Available records
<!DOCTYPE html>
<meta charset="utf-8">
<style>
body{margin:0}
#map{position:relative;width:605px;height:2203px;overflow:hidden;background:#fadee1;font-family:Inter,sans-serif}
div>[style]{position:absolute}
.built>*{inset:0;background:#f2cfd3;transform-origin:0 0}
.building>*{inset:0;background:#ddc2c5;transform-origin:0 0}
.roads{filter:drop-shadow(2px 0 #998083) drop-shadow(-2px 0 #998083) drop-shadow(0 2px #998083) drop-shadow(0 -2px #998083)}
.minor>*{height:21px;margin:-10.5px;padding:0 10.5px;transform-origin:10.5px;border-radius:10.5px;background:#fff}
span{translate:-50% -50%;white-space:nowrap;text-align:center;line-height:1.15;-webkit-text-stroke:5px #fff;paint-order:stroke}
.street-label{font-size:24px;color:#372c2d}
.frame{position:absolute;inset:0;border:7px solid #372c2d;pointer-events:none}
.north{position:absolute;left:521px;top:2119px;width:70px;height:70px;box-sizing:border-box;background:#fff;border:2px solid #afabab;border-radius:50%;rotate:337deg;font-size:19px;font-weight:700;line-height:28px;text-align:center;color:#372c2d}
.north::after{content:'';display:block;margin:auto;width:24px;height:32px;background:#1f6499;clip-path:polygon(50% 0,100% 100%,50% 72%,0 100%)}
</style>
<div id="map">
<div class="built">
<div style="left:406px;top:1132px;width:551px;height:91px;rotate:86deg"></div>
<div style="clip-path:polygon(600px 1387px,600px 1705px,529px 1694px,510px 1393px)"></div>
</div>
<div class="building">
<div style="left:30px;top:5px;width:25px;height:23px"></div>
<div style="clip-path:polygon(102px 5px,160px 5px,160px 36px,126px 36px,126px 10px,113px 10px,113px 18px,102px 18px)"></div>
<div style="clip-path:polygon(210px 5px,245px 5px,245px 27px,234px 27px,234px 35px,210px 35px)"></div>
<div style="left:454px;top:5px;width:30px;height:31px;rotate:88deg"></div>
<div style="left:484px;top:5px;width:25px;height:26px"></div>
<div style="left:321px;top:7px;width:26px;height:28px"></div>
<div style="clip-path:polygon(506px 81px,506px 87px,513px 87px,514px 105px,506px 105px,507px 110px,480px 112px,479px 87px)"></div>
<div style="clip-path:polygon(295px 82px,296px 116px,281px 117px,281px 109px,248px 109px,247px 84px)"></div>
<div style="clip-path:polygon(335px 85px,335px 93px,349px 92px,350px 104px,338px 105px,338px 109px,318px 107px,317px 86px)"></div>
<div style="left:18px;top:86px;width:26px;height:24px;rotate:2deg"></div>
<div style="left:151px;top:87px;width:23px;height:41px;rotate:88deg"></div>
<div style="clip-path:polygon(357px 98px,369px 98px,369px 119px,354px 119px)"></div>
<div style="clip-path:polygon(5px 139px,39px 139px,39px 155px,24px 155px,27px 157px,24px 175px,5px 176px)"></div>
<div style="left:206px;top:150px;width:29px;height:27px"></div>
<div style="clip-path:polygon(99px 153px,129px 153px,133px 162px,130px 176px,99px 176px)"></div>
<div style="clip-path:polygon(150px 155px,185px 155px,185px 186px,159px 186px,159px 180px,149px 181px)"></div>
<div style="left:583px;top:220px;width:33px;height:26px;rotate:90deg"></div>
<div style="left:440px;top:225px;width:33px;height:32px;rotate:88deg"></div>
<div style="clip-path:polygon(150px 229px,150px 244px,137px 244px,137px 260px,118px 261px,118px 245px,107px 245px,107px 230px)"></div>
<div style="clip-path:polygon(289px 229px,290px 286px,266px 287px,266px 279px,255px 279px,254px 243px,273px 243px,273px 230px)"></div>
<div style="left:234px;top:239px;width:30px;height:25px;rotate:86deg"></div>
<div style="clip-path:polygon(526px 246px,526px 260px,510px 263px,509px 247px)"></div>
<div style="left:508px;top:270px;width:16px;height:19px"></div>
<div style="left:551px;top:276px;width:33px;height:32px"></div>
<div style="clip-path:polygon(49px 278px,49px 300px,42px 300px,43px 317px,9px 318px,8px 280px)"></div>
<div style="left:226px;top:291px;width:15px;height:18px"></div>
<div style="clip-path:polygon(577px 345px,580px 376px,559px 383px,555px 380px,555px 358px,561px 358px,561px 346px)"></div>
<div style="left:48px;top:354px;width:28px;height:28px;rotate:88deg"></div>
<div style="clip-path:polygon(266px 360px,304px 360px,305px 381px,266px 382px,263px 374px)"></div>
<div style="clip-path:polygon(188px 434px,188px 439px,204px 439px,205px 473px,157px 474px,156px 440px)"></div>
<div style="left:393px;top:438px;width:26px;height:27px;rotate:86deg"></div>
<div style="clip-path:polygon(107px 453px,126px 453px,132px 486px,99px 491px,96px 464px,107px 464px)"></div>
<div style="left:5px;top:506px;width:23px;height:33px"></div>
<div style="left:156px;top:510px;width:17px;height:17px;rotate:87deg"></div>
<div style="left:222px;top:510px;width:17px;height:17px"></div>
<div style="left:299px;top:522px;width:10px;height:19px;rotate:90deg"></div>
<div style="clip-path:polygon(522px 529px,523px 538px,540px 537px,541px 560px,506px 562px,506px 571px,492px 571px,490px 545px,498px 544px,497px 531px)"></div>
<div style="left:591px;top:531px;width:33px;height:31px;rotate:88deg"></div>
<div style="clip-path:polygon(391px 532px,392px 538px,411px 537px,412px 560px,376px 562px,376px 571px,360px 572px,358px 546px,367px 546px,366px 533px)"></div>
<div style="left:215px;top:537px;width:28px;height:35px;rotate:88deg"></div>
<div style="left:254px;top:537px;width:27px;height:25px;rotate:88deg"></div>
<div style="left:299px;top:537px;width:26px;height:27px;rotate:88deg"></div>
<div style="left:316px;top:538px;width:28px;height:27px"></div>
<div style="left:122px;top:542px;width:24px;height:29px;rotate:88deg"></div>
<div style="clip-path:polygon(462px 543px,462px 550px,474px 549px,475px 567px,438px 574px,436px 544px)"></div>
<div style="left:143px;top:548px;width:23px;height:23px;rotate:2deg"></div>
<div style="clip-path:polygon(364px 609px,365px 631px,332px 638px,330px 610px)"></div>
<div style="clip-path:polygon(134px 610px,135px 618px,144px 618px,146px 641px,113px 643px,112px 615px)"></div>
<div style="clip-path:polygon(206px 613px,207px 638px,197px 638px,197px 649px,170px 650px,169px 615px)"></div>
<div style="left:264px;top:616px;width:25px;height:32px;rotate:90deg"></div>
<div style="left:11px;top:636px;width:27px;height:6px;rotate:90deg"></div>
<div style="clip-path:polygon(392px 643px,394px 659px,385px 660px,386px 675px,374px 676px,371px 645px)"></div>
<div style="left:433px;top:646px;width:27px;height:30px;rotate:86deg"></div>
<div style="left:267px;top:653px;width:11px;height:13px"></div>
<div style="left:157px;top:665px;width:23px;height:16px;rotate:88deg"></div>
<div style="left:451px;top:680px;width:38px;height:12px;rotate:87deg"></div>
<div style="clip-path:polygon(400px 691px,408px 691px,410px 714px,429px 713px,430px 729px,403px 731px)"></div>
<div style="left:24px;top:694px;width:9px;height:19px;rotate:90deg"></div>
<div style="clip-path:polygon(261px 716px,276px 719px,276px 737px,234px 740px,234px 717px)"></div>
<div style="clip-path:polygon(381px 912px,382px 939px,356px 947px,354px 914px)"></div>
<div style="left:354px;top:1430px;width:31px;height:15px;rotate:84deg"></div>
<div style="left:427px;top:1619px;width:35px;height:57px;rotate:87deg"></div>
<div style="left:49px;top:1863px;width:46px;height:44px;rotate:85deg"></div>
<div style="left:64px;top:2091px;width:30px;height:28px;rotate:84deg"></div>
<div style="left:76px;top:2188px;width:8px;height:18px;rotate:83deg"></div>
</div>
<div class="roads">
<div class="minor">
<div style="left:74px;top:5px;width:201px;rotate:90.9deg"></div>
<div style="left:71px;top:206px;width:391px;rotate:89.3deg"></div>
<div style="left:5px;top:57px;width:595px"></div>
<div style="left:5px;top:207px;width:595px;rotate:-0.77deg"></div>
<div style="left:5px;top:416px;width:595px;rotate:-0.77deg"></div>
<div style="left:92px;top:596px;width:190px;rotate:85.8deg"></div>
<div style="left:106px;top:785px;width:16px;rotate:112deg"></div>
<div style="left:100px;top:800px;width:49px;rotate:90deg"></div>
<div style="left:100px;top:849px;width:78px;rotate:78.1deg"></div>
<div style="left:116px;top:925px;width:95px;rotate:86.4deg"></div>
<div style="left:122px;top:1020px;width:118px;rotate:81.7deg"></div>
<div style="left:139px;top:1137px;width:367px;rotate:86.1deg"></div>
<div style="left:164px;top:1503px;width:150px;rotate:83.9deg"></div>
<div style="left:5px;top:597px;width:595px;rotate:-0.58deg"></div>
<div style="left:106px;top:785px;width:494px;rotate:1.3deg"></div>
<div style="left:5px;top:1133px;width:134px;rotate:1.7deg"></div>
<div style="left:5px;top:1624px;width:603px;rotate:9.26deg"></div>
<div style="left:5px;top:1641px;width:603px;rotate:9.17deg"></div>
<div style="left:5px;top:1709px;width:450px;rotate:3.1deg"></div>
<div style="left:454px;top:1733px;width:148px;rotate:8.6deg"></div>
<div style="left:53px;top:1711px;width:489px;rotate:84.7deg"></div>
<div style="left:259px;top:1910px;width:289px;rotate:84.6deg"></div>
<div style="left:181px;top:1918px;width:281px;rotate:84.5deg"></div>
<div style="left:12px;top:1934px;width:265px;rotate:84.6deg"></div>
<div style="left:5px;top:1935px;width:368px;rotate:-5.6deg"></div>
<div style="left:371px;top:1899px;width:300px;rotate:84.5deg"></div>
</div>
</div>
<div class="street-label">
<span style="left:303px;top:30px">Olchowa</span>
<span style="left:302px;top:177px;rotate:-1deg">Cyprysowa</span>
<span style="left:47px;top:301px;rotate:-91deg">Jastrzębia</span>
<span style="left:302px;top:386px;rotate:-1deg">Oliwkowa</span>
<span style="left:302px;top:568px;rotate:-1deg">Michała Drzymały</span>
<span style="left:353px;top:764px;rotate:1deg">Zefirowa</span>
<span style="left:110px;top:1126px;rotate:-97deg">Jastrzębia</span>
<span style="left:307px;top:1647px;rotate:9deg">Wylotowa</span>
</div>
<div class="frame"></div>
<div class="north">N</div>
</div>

Assignment
State the number of lines in the data that include the string "minor", and add nothing else.

Solution for this exercise
2